## WORK INSTRUCTION
Which lines of the data contain the string "picture"? Copy every one.

**** ENTRIES SUPPLIED ****

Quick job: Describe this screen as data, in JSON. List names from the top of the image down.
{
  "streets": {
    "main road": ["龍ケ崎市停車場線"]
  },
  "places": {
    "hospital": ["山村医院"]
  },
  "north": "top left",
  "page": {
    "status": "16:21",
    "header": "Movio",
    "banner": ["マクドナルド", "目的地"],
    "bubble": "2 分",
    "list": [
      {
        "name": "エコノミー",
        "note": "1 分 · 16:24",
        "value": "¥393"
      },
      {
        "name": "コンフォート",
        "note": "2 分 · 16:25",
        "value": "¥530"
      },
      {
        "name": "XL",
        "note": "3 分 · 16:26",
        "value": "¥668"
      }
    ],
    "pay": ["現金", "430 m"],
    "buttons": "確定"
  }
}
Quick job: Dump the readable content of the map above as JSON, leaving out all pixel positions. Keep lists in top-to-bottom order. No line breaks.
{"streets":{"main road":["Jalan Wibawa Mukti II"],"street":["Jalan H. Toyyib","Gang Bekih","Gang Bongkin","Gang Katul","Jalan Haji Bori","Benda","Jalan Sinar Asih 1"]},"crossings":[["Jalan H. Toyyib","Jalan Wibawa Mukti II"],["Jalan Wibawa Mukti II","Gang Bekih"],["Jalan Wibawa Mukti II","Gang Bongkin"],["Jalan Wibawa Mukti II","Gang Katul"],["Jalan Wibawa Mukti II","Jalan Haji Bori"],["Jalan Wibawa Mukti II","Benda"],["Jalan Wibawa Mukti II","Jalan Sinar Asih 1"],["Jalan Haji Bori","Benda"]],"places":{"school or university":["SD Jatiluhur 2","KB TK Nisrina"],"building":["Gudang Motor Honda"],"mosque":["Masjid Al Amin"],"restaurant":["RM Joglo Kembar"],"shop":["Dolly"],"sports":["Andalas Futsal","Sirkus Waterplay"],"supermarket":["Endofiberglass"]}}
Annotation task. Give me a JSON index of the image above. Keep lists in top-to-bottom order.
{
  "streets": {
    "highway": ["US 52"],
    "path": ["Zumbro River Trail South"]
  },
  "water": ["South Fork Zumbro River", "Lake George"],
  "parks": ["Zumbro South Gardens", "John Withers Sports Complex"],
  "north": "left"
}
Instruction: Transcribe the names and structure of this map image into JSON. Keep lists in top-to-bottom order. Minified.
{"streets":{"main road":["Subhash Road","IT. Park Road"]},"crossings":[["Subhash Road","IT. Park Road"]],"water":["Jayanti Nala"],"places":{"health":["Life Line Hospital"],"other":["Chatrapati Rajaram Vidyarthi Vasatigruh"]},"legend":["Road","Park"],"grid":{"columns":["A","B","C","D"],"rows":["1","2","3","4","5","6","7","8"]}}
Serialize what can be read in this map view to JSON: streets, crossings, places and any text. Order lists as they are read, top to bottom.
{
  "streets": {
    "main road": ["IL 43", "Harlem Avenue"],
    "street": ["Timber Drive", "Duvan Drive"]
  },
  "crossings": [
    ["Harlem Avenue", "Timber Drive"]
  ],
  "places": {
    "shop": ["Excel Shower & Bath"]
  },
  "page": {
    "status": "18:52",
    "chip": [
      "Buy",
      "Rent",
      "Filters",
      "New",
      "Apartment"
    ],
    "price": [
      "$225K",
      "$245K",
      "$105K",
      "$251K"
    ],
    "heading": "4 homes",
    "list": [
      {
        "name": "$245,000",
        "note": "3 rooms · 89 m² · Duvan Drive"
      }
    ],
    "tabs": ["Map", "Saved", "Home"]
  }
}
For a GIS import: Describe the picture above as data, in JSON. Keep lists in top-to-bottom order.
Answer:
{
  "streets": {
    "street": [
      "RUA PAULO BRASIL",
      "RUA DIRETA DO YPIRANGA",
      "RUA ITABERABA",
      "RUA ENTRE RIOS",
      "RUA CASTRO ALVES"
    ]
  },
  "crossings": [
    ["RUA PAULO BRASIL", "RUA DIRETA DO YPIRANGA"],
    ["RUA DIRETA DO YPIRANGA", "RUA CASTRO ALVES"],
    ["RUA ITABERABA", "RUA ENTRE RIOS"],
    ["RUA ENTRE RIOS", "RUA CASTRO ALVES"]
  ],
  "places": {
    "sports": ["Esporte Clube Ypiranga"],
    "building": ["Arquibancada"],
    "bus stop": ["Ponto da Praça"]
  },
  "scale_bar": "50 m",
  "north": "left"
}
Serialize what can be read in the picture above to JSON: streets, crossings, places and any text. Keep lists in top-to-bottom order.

****

## RESPONSE BOX
For a GIS import: Describe the picture above as data, in JSON. Keep lists in top-to-bottom order.
Serialize what can be read in the picture above to JSON: streets, crossings, places and any text. Keep lists in top-to-bottom order.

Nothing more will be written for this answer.